Zaman içinde gelir dağılımı bozulmuş ve rekabet koşulları olumsuzlaşmıştır. Bu eğilimlerin faaliyet gelirlerini eritmesi ve daha önce kullanılmış kaynakların geri dönüşünün zora sokmuş olması mali sektör ve kamu dengelerini olumsuz yönde etkilemiştir. Bu kez toplam gelir azalmasını önlemek adına faaliyet dışı gelir yaratımı ön plana çıkmış, para politikaları bir daha sıkılaştırılmamak üzere gevşetilmiş, aşırı genişleyen krediler menkul ve gayrimenkul fiyatlarını şişirecek şekilde yönlendirilmiş sonuçta sorunların ağırlaşması pahasına gün kurtarılmıştır. Finansal balonların patlaması ile birlikte gelişmeler kontrolden çıkmıştır. Gelir dağılımı çok daha bozuk ve rekabet koşulları çok daha olumsuzdur; faaliyet dışı gelir üreten pozisyonlar hatırı sayılır ölçüde zarar üretmiştir ve altından nasıl kalkılacağı bilinmemektedir. Zira gelir dağılımı ve rekabet sorunları birbirini olumsuz etkileyerek talebi daraltmakta, kamu kesimi ve mali sektörde çözümü imkansızlaştırmaktadır. Kamu kesimlerinde bütçe açıkları kontrolsüz bir şekilde büyür iken borç yükü tırmanmakta ve itibar kaybı hızlanmaktadır. Mali sektörde ise sorunlu kredi hacmi artmakta ve özkaynaklar erimektedir.

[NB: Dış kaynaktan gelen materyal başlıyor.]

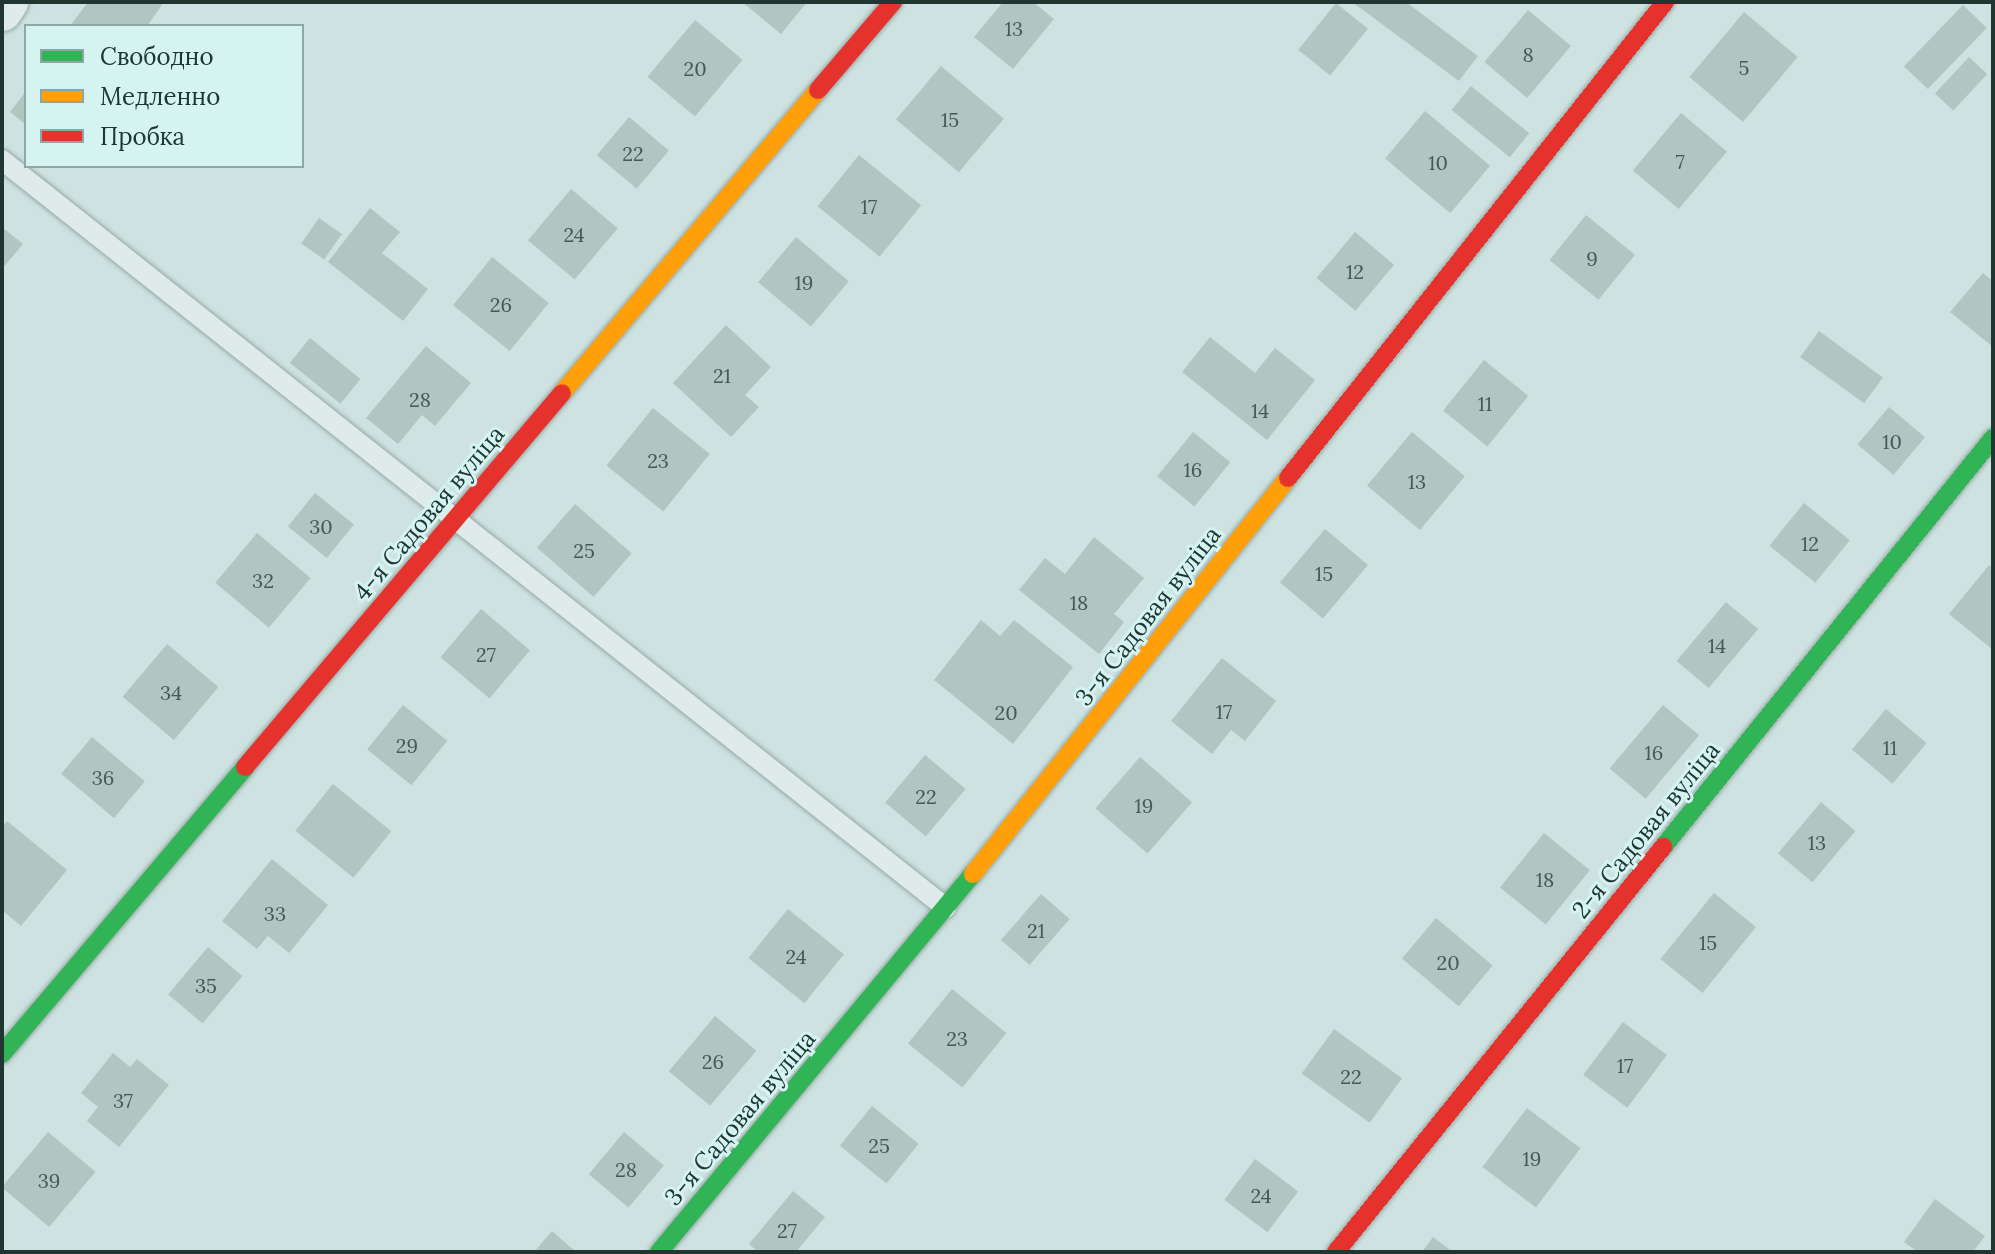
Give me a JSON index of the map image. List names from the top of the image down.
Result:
{
  "streets": {
    "street": ["4-я Садовая вуліца", "3-я Садовая вуліца", "2-я Садовая вуліца"]
  },
  "house_numbers": [
    "13",
    "8",
    "5",
    "20",
    "15",
    "22",
    "7",
    "10",
    "17",
    "24",
    "9",
    "12",
    "19",
    "26",
    "21",
    "28",
    "11",
    "14",
    "10",
    "23",
    "16",
    "13",
    "30",
    "12",
    "25",
    "15",
    "32",
    "18",
    "14",
    "27",
    "34",
    "17",
    "20",
    "29",
    "11",
    "16",
    "36",
    "22",
    "19",
    "13",
    "18",
    "33",
    "21",
    "15",
    "24",
    "20",
    "35",
    "23",
    "26",
    "17",
    "22",
    "37",
    "25",
    "19",
    "28",
    "39",
    "24",
    "27"
  ],
  "legend": ["Свободно", "Медленно", "Пробка"]
}
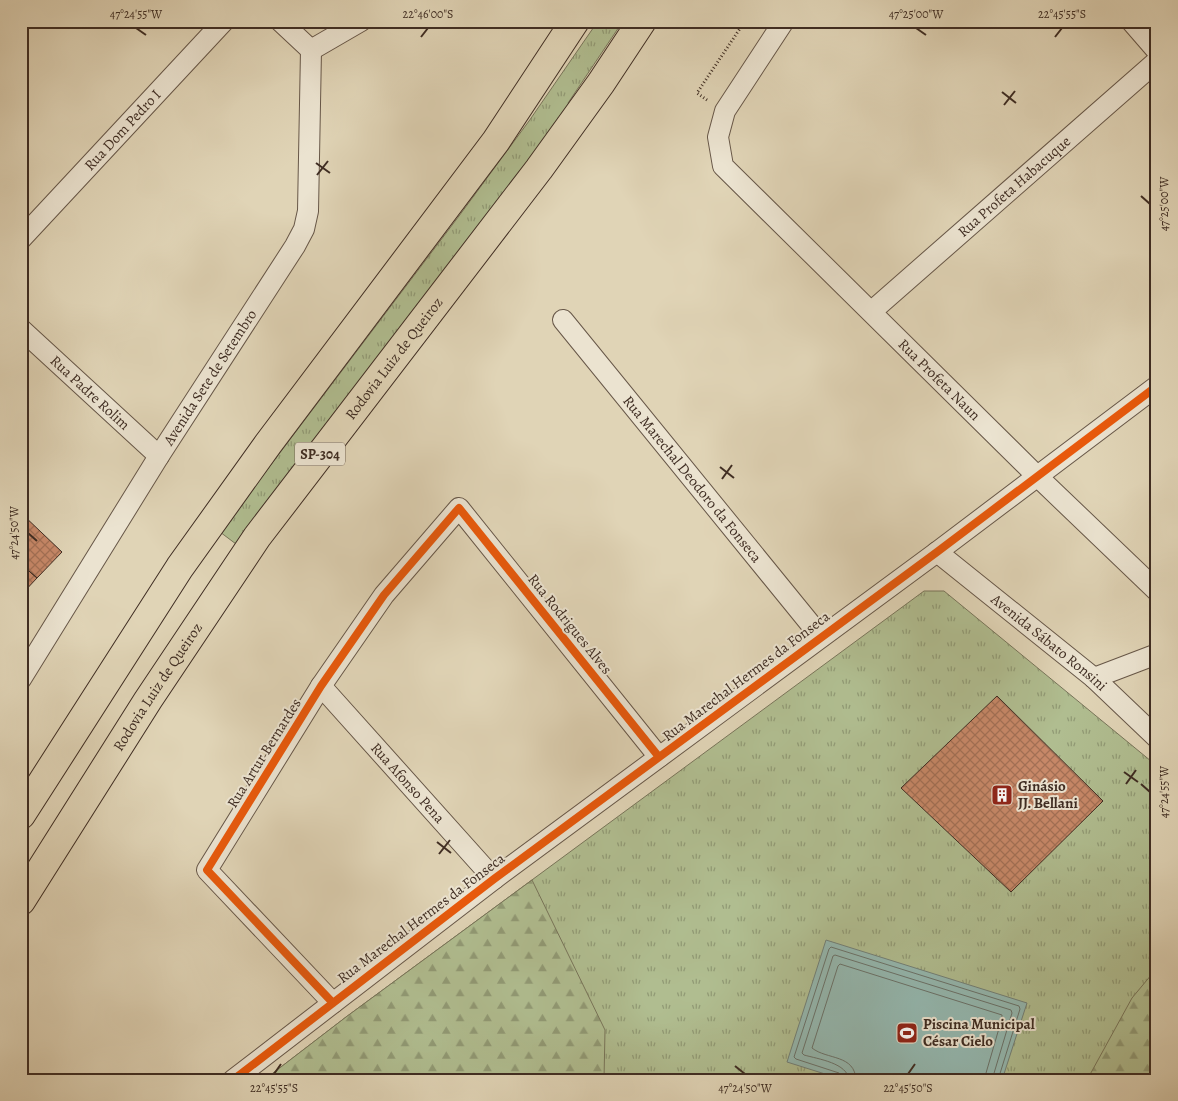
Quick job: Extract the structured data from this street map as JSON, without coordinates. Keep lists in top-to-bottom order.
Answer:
{
  "streets": {
    "highway": ["Rodovia Luiz de Queiroz", "SP-304"],
    "street": [
      "Rua Dom Pedro I",
      "Rua Profeta Habacuque",
      "Avenida Sete de Setembro",
      "Rua Profeta Naun",
      "Rua Padre Rolim",
      "Rua Marechal Deodoro da Fonseca",
      "Rua Rodrigues Alves",
      "Avenida Sábato Ronsini",
      "Rua Marechal Hermes da Fonseca",
      "Rua Artur Bernardes",
      "Rua Afonso Pena"
    ]
  },
  "crossings": [
    ["Rua Profeta Habacuque", "Rua Profeta Naun"],
    ["Avenida Sete de Setembro", "Rua Padre Rolim"],
    ["Rua Profeta Naun", "Rua Marechal Hermes da Fonseca"],
    ["Rua Marechal Deodoro da Fonseca", "Rua Marechal Hermes da Fonseca"],
    ["Rua Rodrigues Alves", "Rua Marechal Hermes da Fonseca"],
    ["Rua Rodrigues Alves", "Rua Artur Bernardes"],
    ["Avenida Sábato Ronsini", "Rua Marechal Hermes da Fonseca"],
    ["Rua Marechal Hermes da Fonseca", "Rua Artur Bernardes"],
    ["Rua Marechal Hermes da Fonseca", "Rua Afonso Pena"],
    ["Rua Artur Bernardes", "Rua Afonso Pena"]
  ],
  "places": {
    "building": ["Ginásio JJ. Bellani"],
    "sports": ["Piscina Municipal César Cielo"]
  },
  "coordinates": [
    "47°24'55\"W",
    "22°46'00\"S",
    "47°25'00\"W",
    "22°45'55\"S",
    "47°24'50\"W",
    "22°45'50\"S"
  ]
}
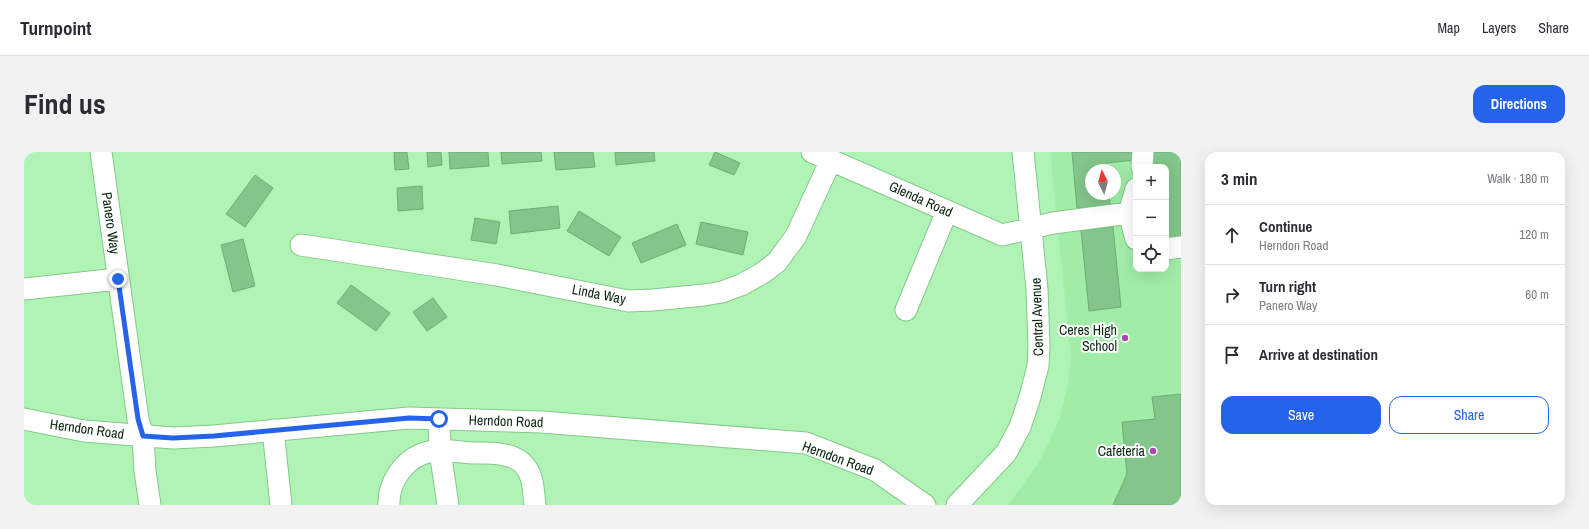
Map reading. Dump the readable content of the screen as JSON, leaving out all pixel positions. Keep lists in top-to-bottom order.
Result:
{
  "streets": {
    "street": [
      "Glenda Road",
      "Panero Way",
      "Linda Way",
      "Central Avenue",
      "Herndon Road"
    ]
  },
  "crossings": [
    ["Glenda Road", "Linda Way"],
    ["Glenda Road", "Central Avenue"],
    ["Panero Way", "Herndon Road"]
  ],
  "places": ["Ceres High School", "Cafeteria"],
  "north": "top",
  "page": {
    "header": "Turnpoint",
    "nav": ["Map", "Layers", "Share"],
    "title": "Find us",
    "buttons": [
      "Directions",
      ["Save", "Share"]
    ],
    "heading": ["3 min", "Walk · 180 m"],
    "map_buttons": ["+", "−"],
    "list": [
      ["Continue", "Herndon Road", "120 m"],
      ["Turn right", "Panero Way", "60 m"],
      "Arrive at destination"
    ]
  }
}
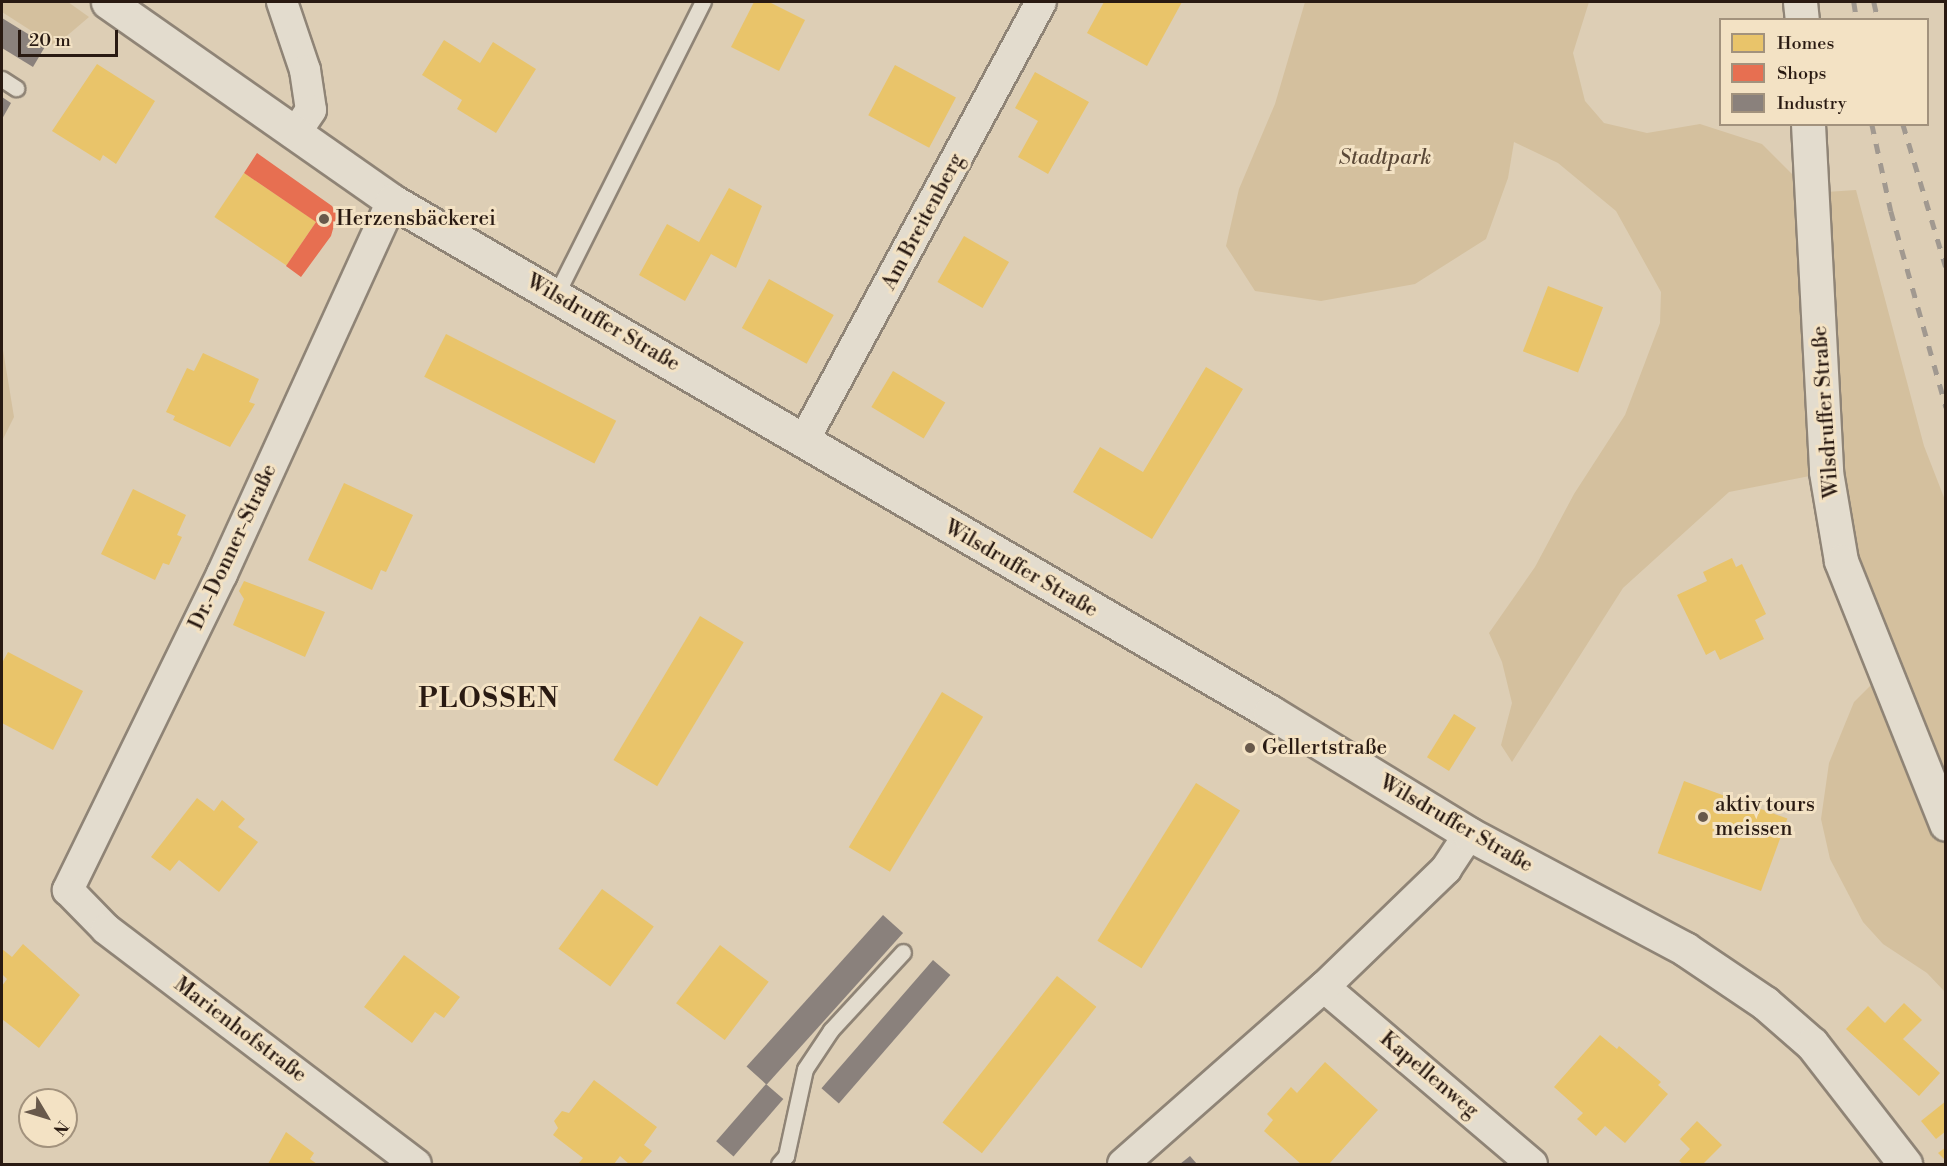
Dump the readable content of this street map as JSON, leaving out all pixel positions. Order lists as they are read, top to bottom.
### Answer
{
  "streets": {
    "main road": ["Wilsdruffer Straße"],
    "street": [
      "Am Breitenberg",
      "Dr.-Donner-Straße",
      "Marienhofstraße",
      "Kapellenweg"
    ]
  },
  "crossings": [
    ["Am Breitenberg", "Wilsdruffer Straße"],
    ["Wilsdruffer Straße", "Dr.-Donner-Straße"],
    ["Dr.-Donner-Straße", "Marienhofstraße"]
  ],
  "districts": ["PLOSSEN"],
  "parks": ["Stadtpark"],
  "places": ["Herzensbäckerei", "Gellertstraße", "aktiv tours meissen"],
  "legend": ["Homes", "Shops", "Industry"],
  "scale_bar": "20 m",
  "north": "bottom right"
}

Bankaların bilançosunda oluşan tahribatı onarmak ve oluşan güvensizliği aşmak mümkün; fakat geneldeki rekabet koşulları ve gelir dağılımı olumsuzluklarını düzeltip faaliyet gelirlerini artış eğilimine sokmadan, kamu kesimindeki ek yükleri ve dengesizlikleri gidermeden yeni durumu kalıcı kılmak olası değil. Mali sektörün onarım maliyeti diğer kesimler tarafından üstlenilmek zorunda kalacak, bir kesim kısa vadede toparlanır iken kaçınılmaz olarak ötekilerin sorunları ağırlaşacak ve ekonomik daralma devam edecek. Peki durumu düzeltilmiş bankalar nasıl para kazanacak ve kime kaynak kullandıracak? Bankalar katı bir şekilde denetlenecek ise kaynak kullandırmada çok seçici olmak durumunda olacaklar ve sabit giderleri karşılayacak gelir yaratamadıkları için yine yıpranacklar! Veya kısa vadede günü kurtarmak için menkul ve gayrimenkul şeklindeki varlık değerlerini şişirerek faaliyet dışı gelir yaratmaya çalışarak sürdürülebilir olmayan eski oyuna geri dönecekler, geri dönmeyen kredilerden daha büyük faaliyet dışı gelir yaratmak adına iyice şuursuzlaşacaklar ve küresel bir enflasyonun tetikleyicisi olacaklar!
Yıllardır tekrarlamaktan dilimizde tüy bitti; geniş kesimler nereye gidiyor ise mali kesim ve kamunun gideceği yerde orasıdır. Orta ve uzun vadede bu kesindir. Geniş kesimlerin yaşam standardını, gelir dağılımı ve rekabet koşullarını olumsuzlaştırarak, çökertenler kalıcı bir iyileşmeyi mümkün kılamazlar... Bir an için küresel düzeyde bankacılık sisteminin yeniden kredi verebilecek duruma geldiğini varsayalım: Finansman sorununu aşan kurumlar ürettikleri ürünleri kime satacak? Hepsini memnun edecek; yıkıcı rekabet savaşlarını engelleyecek bir talep mümkün olacak mı? Hadi bireysel kredilerin iyice artıralarak bununda mümkün kılındığını varsayalım, verilen krediler geri dönebilecek mi?..
Evet tüm sektörlerde ve küresel düzeyde eşanlı çözümü mümkün kılacak yeni bir uzlaşıya, yeni bir düzene ihtiyaç var. Fakat G-7'ler henüz bu gerçeği kavrayamamış veya uzlaşı için gerekli fedakarlığı yapabilecek durumda değil!.. Öyleyse gerçeklerle barışma zamanı gelinceye kadar ekonomik daralma devam edecek, masallar bu durumu değiştiremeyecek.